Task requirements — Reproduce the records below exactly from their first line through the line containing "Input: one rendered", omitting all pictures.

Supplied entries —
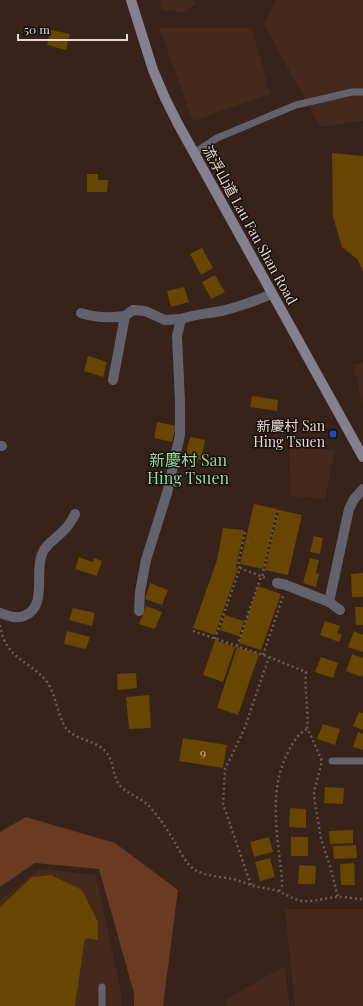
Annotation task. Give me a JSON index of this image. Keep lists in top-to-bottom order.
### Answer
{
  "streets": {
    "street": ["流浮山道 Lau Fau Shan Road"]
  },
  "districts": ["新慶村 San Hing Tsuen"],
  "places": {
    "transit": ["新慶村 San Hing Tsuen"]
  },
  "house_numbers": ["9"],
  "scale_bar": "50 m"
}
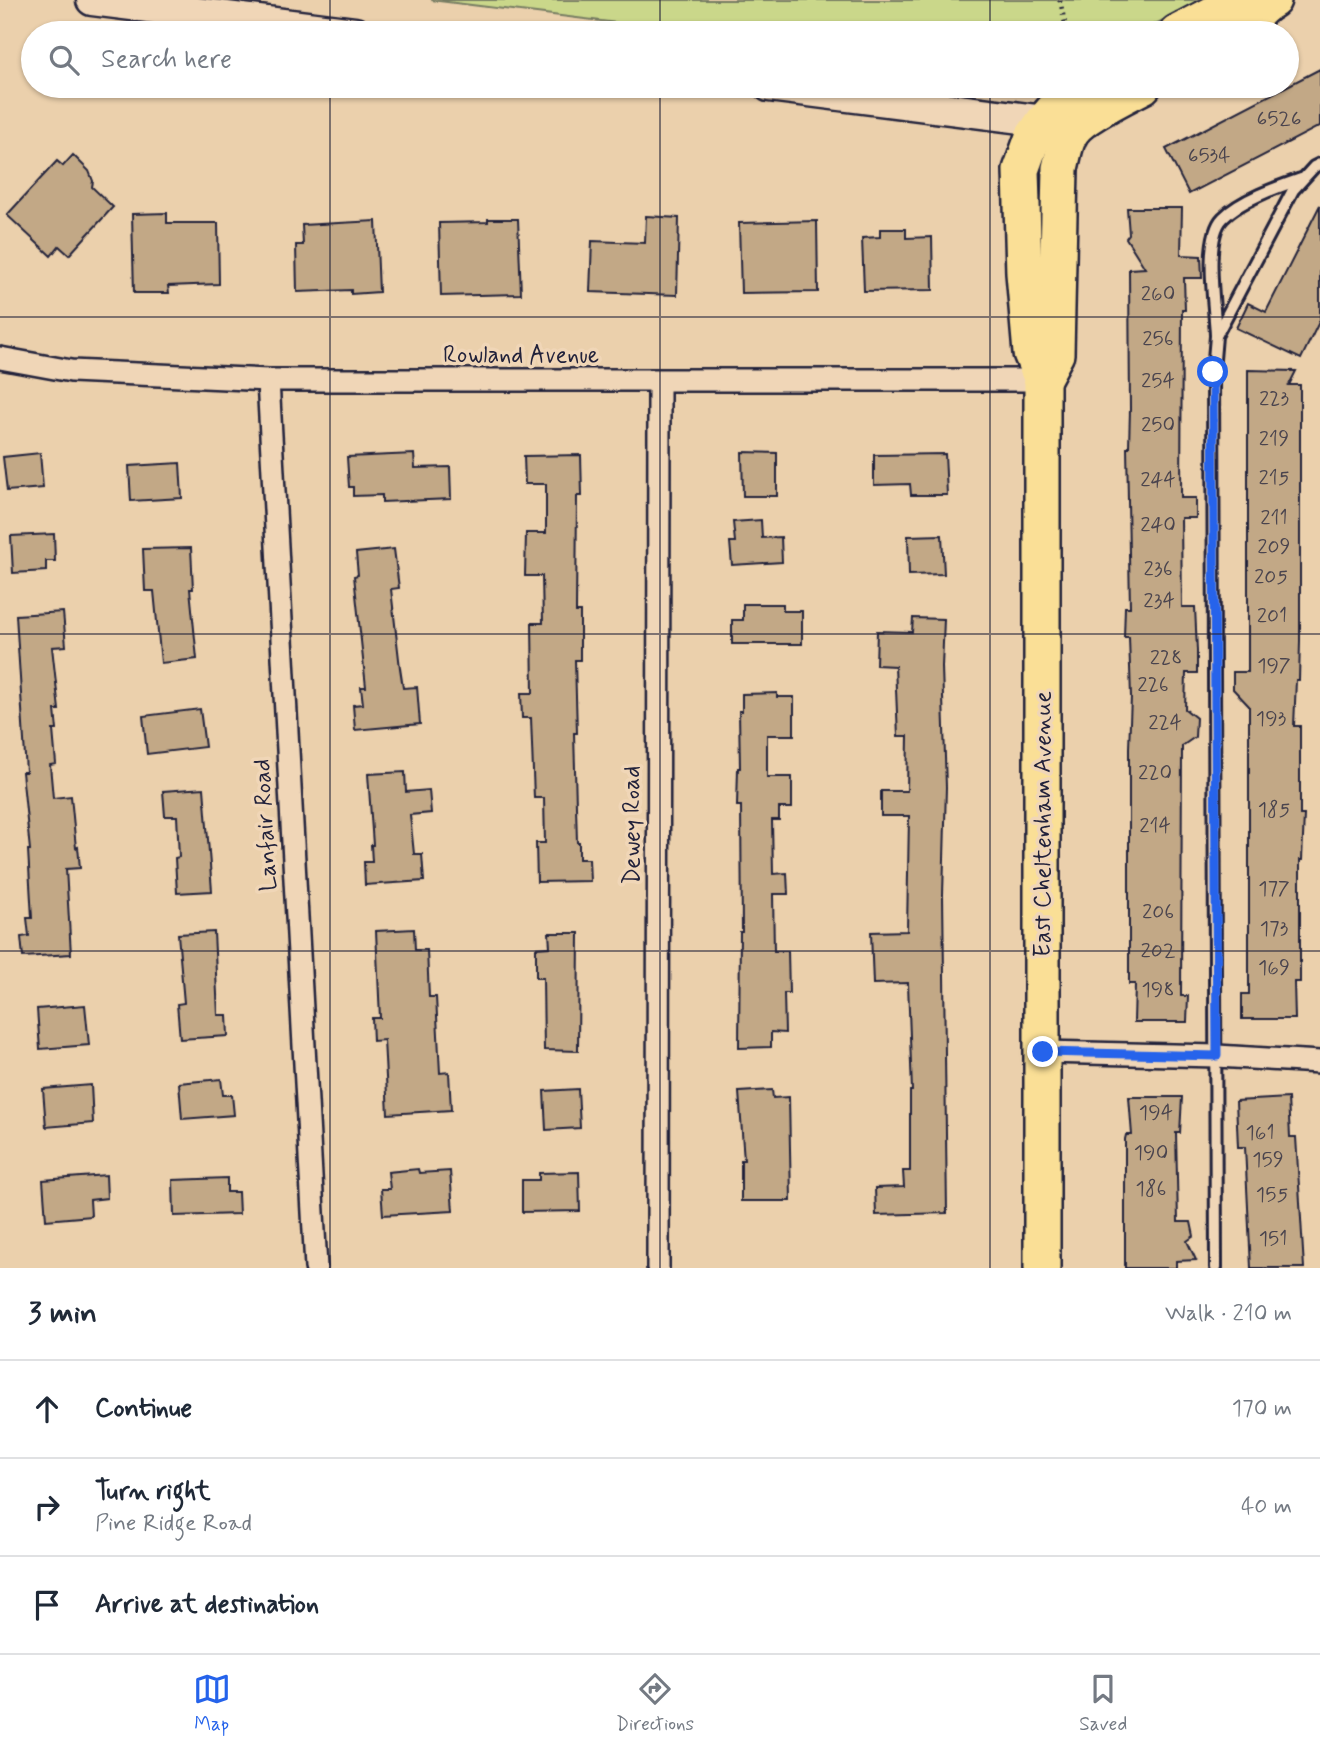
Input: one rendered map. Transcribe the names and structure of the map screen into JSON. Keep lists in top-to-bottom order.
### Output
{
  "streets": {
    "highway": ["East Cheltenham Avenue"],
    "street": ["Rowland Avenue", "Lanfair Road", "Dewey Road"]
  },
  "crossings": [
    ["Rowland Avenue", "East Cheltenham Avenue"],
    ["Rowland Avenue", "Lanfair Road"],
    ["Rowland Avenue", "Dewey Road"]
  ],
  "house_numbers": [
    "6526",
    "6534",
    "260",
    "256",
    "254",
    "223",
    "250",
    "219",
    "215",
    "244",
    "211",
    "240",
    "209",
    "236",
    "205",
    "234",
    "201",
    "228",
    "197",
    "226",
    "193",
    "224",
    "220",
    "185",
    "214",
    "177",
    "206",
    "173",
    "202",
    "169",
    "198",
    "194",
    "161",
    "190",
    "159",
    "186",
    "155",
    "151"
  ],
  "page": {
    "search": "Search here",
    "heading": ["3 min", "Walk · 210 m"],
    "list": [
      ["Continue", "170 m"],
      ["Turn right", "Pine Ridge Road", "40 m"],
      "Arrive at destination"
    ],
    "nav": ["Map", "Directions", "Saved"]
  }
}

Result below —
Annotation task. Give me a JSON index of this image. Keep lists in top-to-bottom order.
### Answer
{
  "streets": {
    "street": ["流浮山道 Lau Fau Shan Road"]
  },
  "districts": ["新慶村 San Hing Tsuen"],
  "places": {
    "transit": ["新慶村 San Hing Tsuen"]
  },
  "house_numbers": ["9"],
  "scale_bar": "50 m"
}
Input: one rendered map. Transcribe the names and structure of the map screen into JSON. Keep lists in top-to-bottom order.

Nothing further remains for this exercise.